◆ **Records for this task**
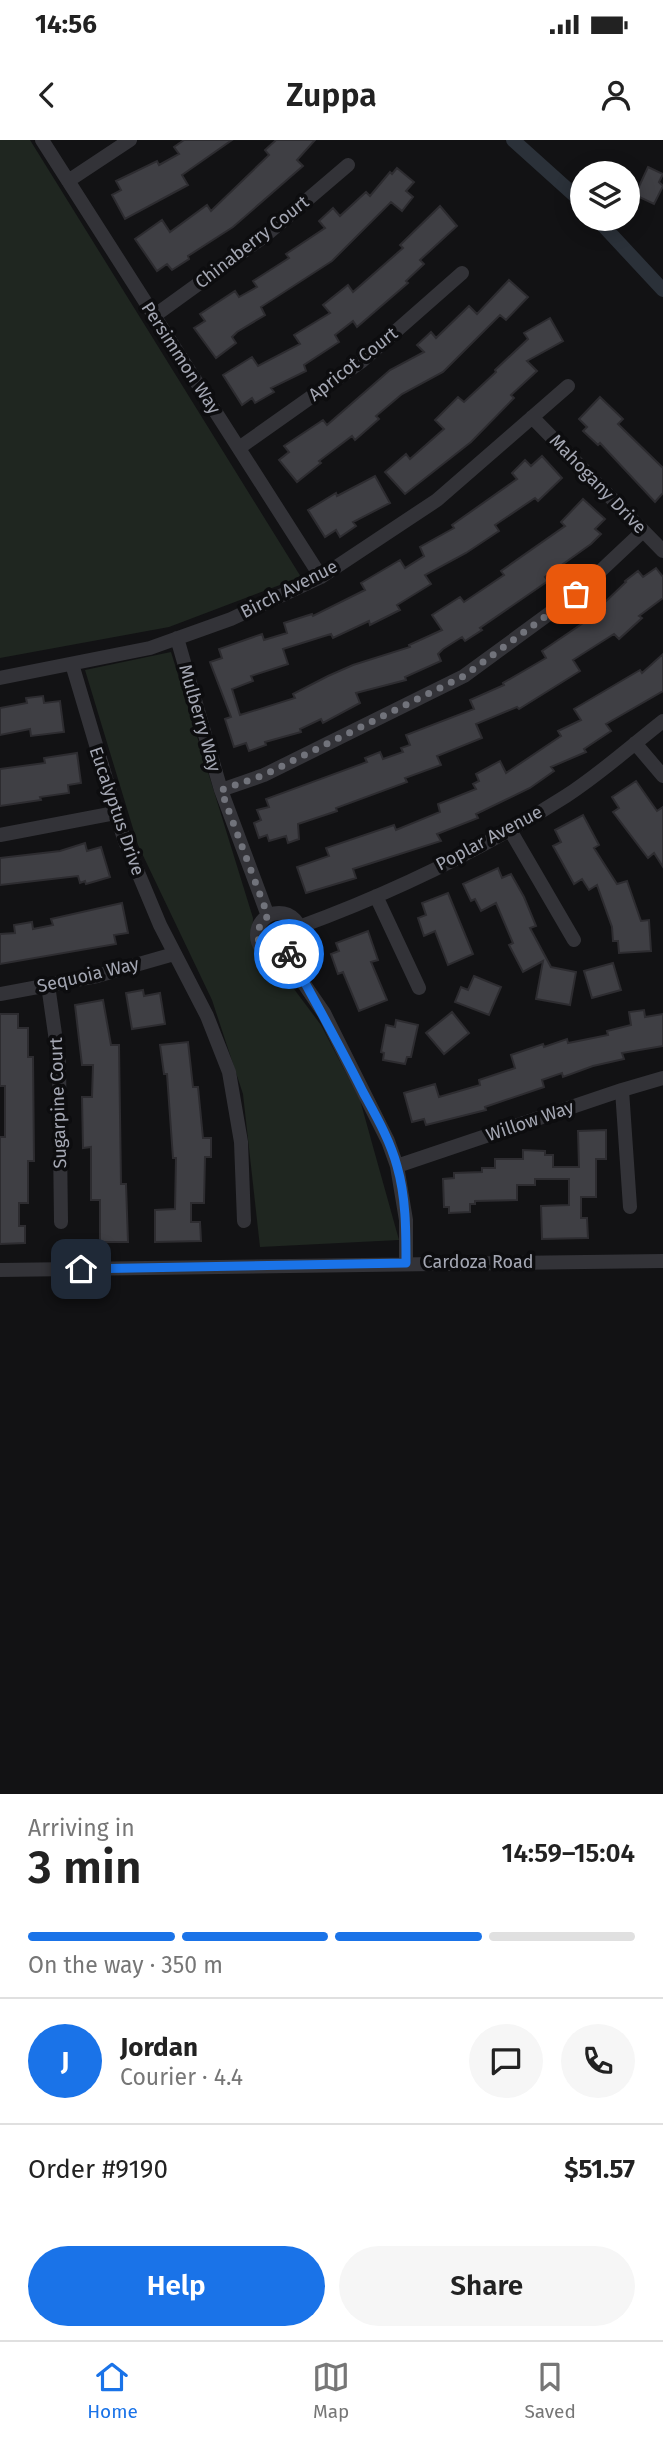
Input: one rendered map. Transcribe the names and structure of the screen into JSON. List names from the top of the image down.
{
  "streets": {
    "street": [
      "Chinaberry Court",
      "Persimmon Way",
      "Apricot Court",
      "Mahogany Drive",
      "Birch Avenue",
      "Mulberry Way",
      "Eucalyptus Drive",
      "Poplar Avenue",
      "Sequoia Way",
      "Sugarpine Court",
      "Willow Way",
      "Cardoza Road"
    ]
  },
  "crossings": [
    ["Chinaberry Court", "Persimmon Way"],
    ["Persimmon Way", "Apricot Court"],
    ["Persimmon Way", "Birch Avenue"],
    ["Mahogany Drive", "Birch Avenue"],
    ["Birch Avenue", "Mulberry Way"],
    ["Birch Avenue", "Eucalyptus Drive"],
    ["Mulberry Way", "Poplar Avenue"],
    ["Eucalyptus Drive", "Sequoia Way"],
    ["Sequoia Way", "Sugarpine Court"]
  ],
  "page": {
    "status": "14:56",
    "header": "Zuppa",
    "heading": ["3 min", "Arriving in", "14:59–15:04"],
    "panel": [
      "Jordan",
      "Courier · 4.4",
      "Order #9190",
      "$51.57"
    ],
    "bar": "On the way · 350 m",
    "round": "J",
    "buttons": ["Help", "Share"],
    "tabs": ["Home", "Map", "Saved"]
  }
}
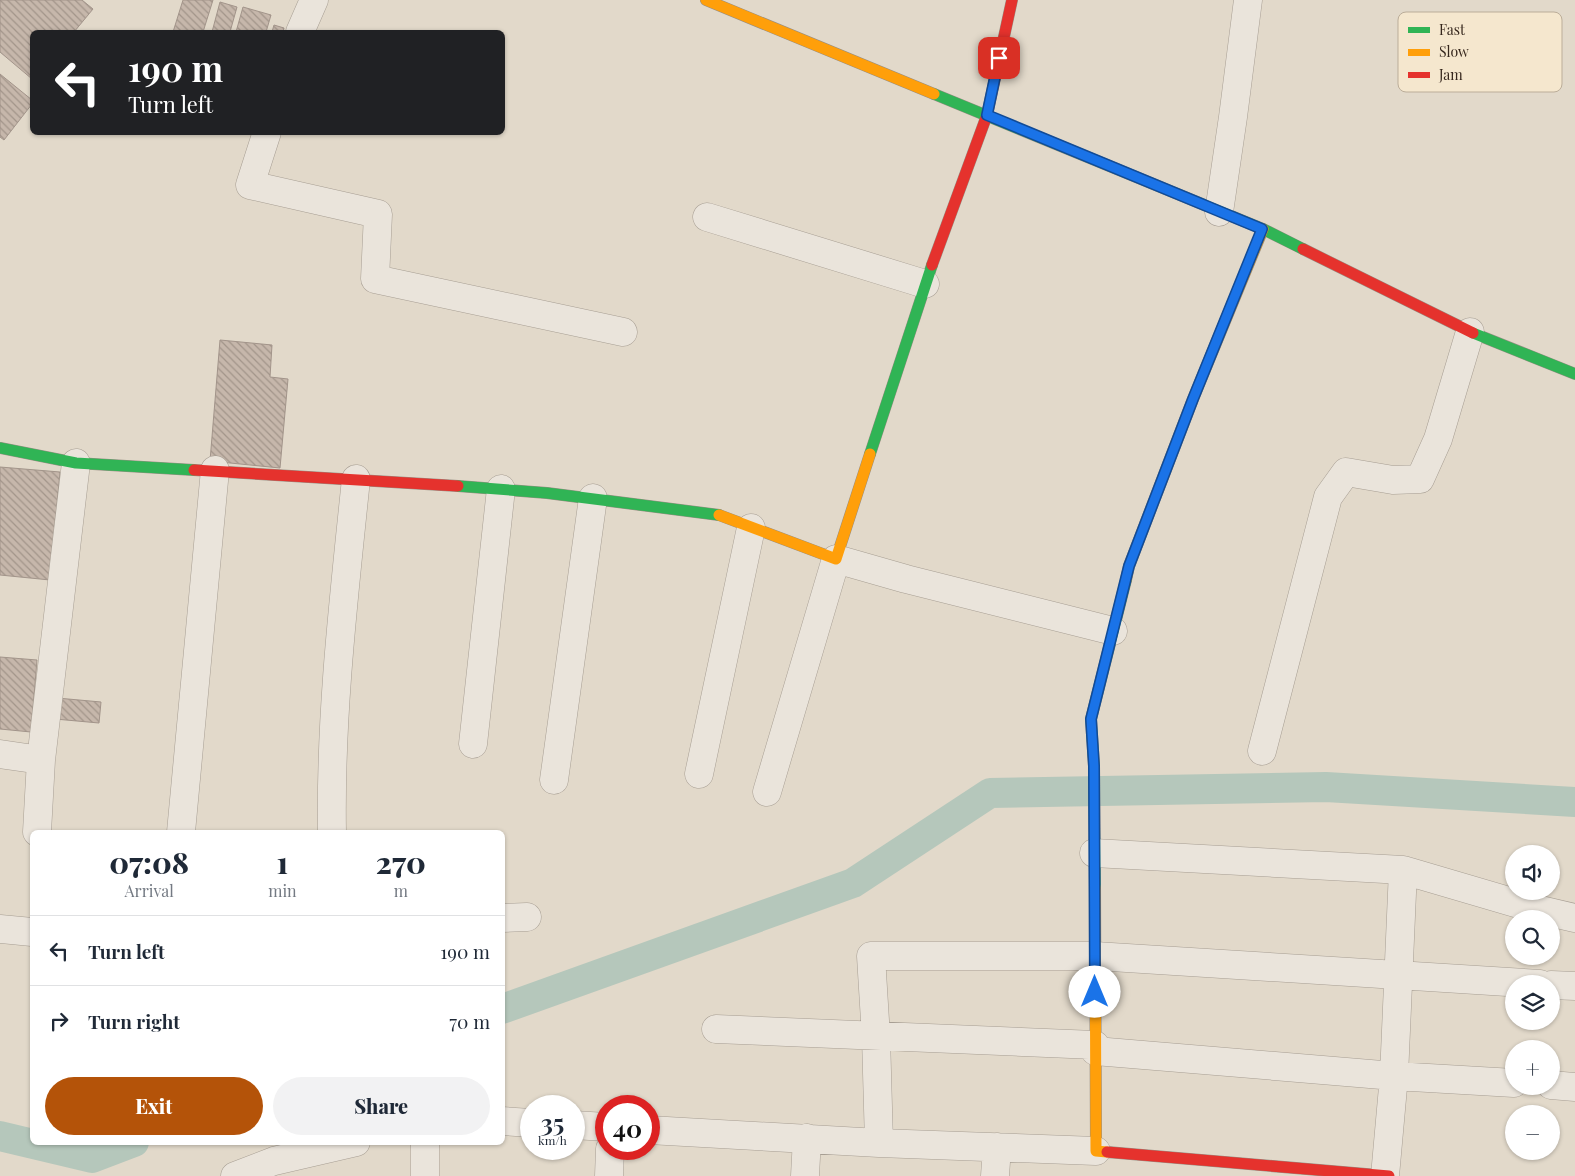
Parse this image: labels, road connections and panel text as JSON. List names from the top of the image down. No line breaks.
{"legend":["Fast","Slow","Jam"],"page":{"turn":["190 m","Turn left"],"eta":["07:08","Arrival","1","min","270","m"],"map_buttons":["+","−"],"list":[{"name":"Turn left","value":"190 m"},{"name":"Turn right","value":"70 m"}],"buttons":["Exit","Share"],"speed":"35 km/h","limit":"40"}}
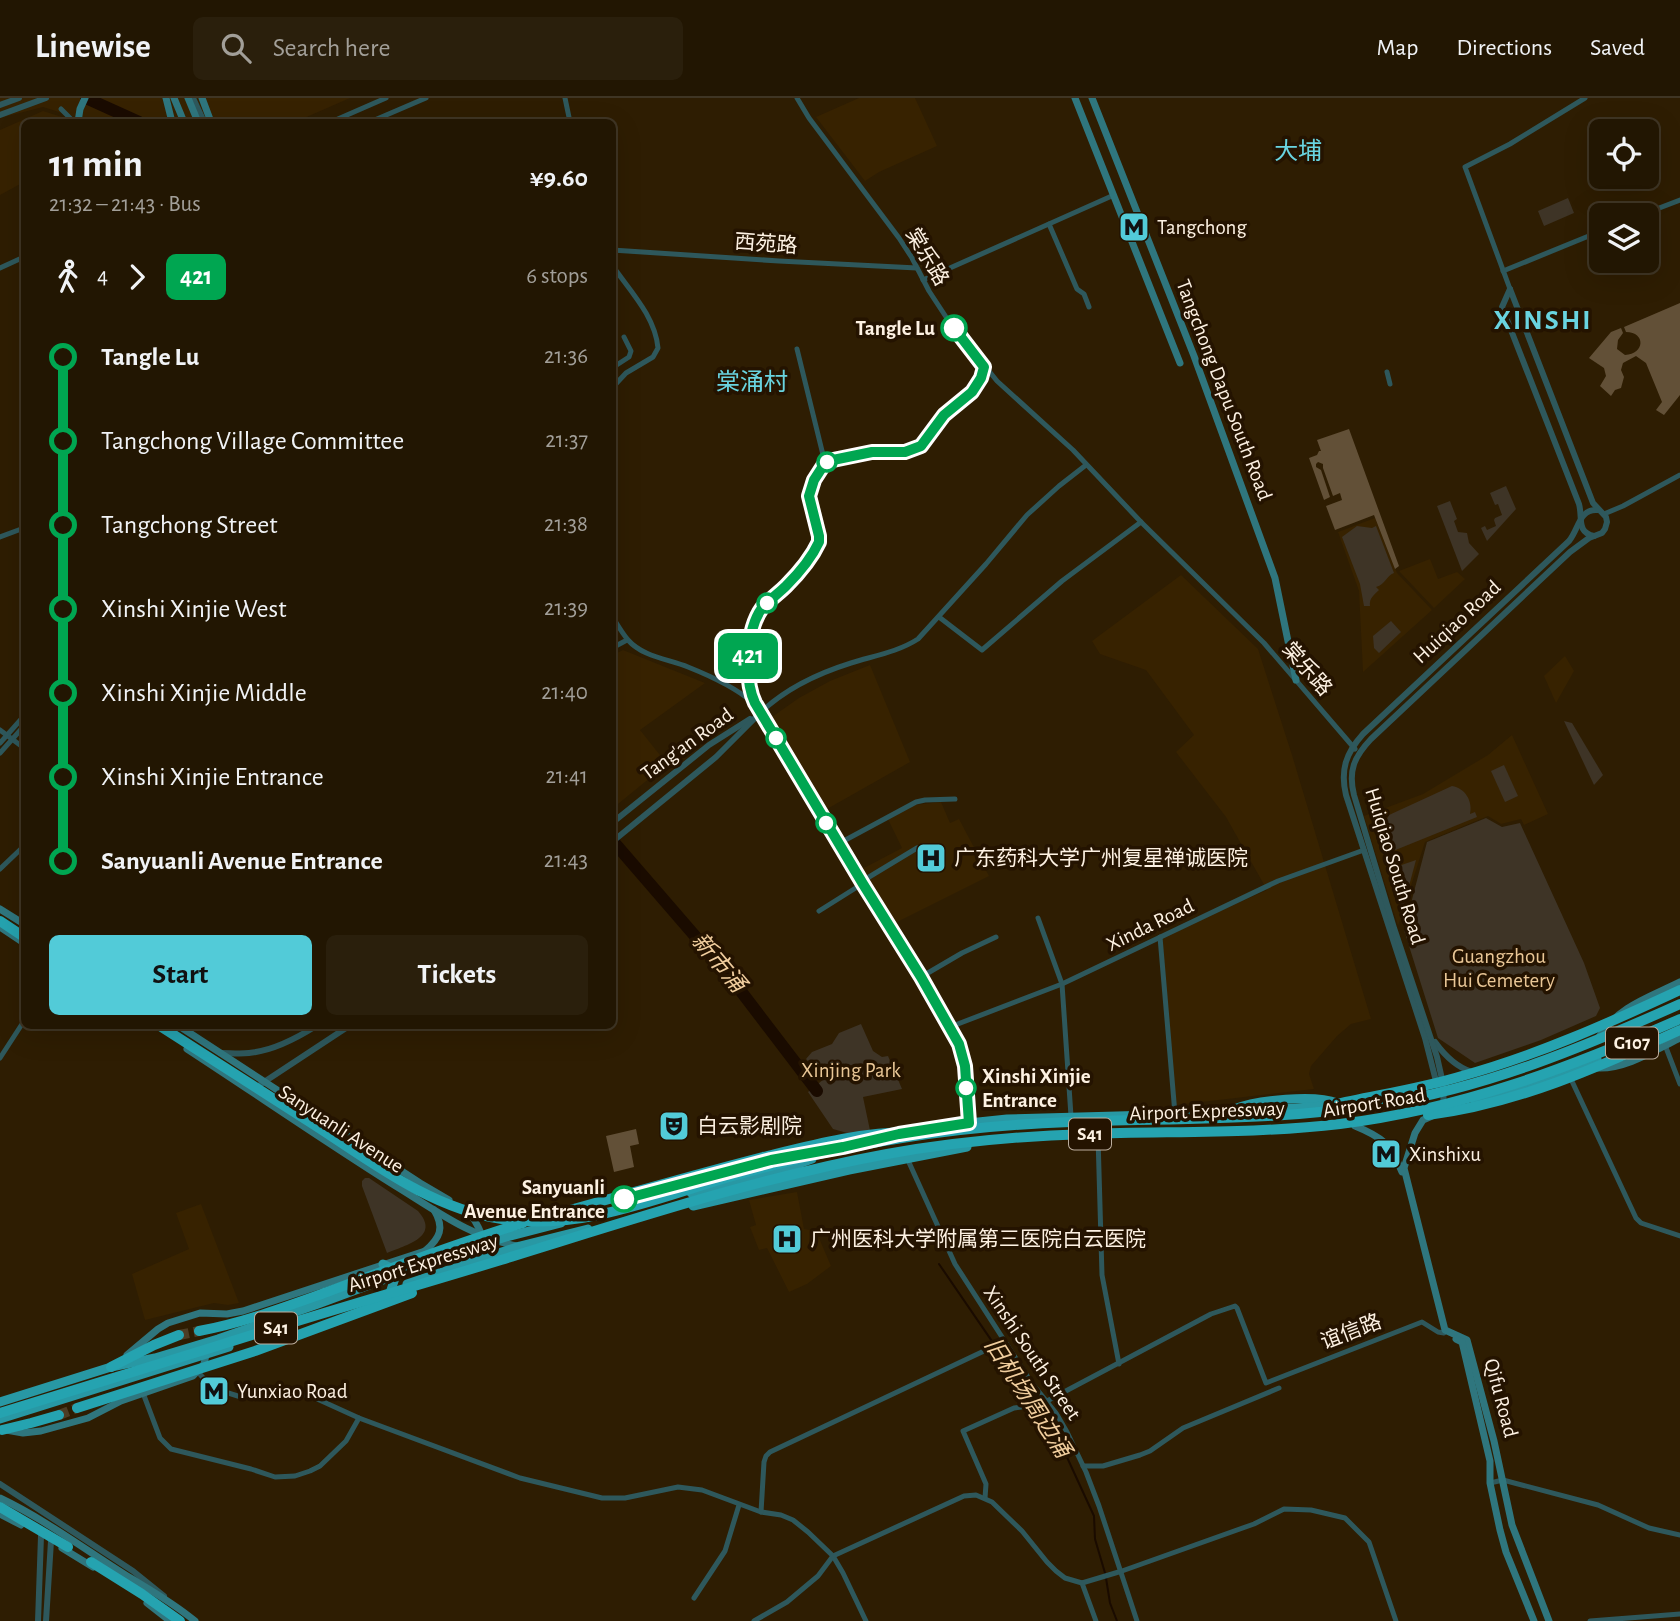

◆ **Task to carry out**
Leaving the pictures aside, write out only the lines from the one containing "Parse this image: labels, road" through the end of the material, exactly as they stand.

◆ **Result of the exercise**
Parse this image: labels, road connections and panel text as JSON. List names from the top of the image down. No line breaks.
{"legend":["Fast","Slow","Jam"],"page":{"turn":["190 m","Turn left"],"eta":["07:08","Arrival","1","min","270","m"],"map_buttons":["+","−"],"list":[{"name":"Turn left","value":"190 m"},{"name":"Turn right","value":"70 m"}],"buttons":["Exit","Share"],"speed":"35 km/h","limit":"40"}}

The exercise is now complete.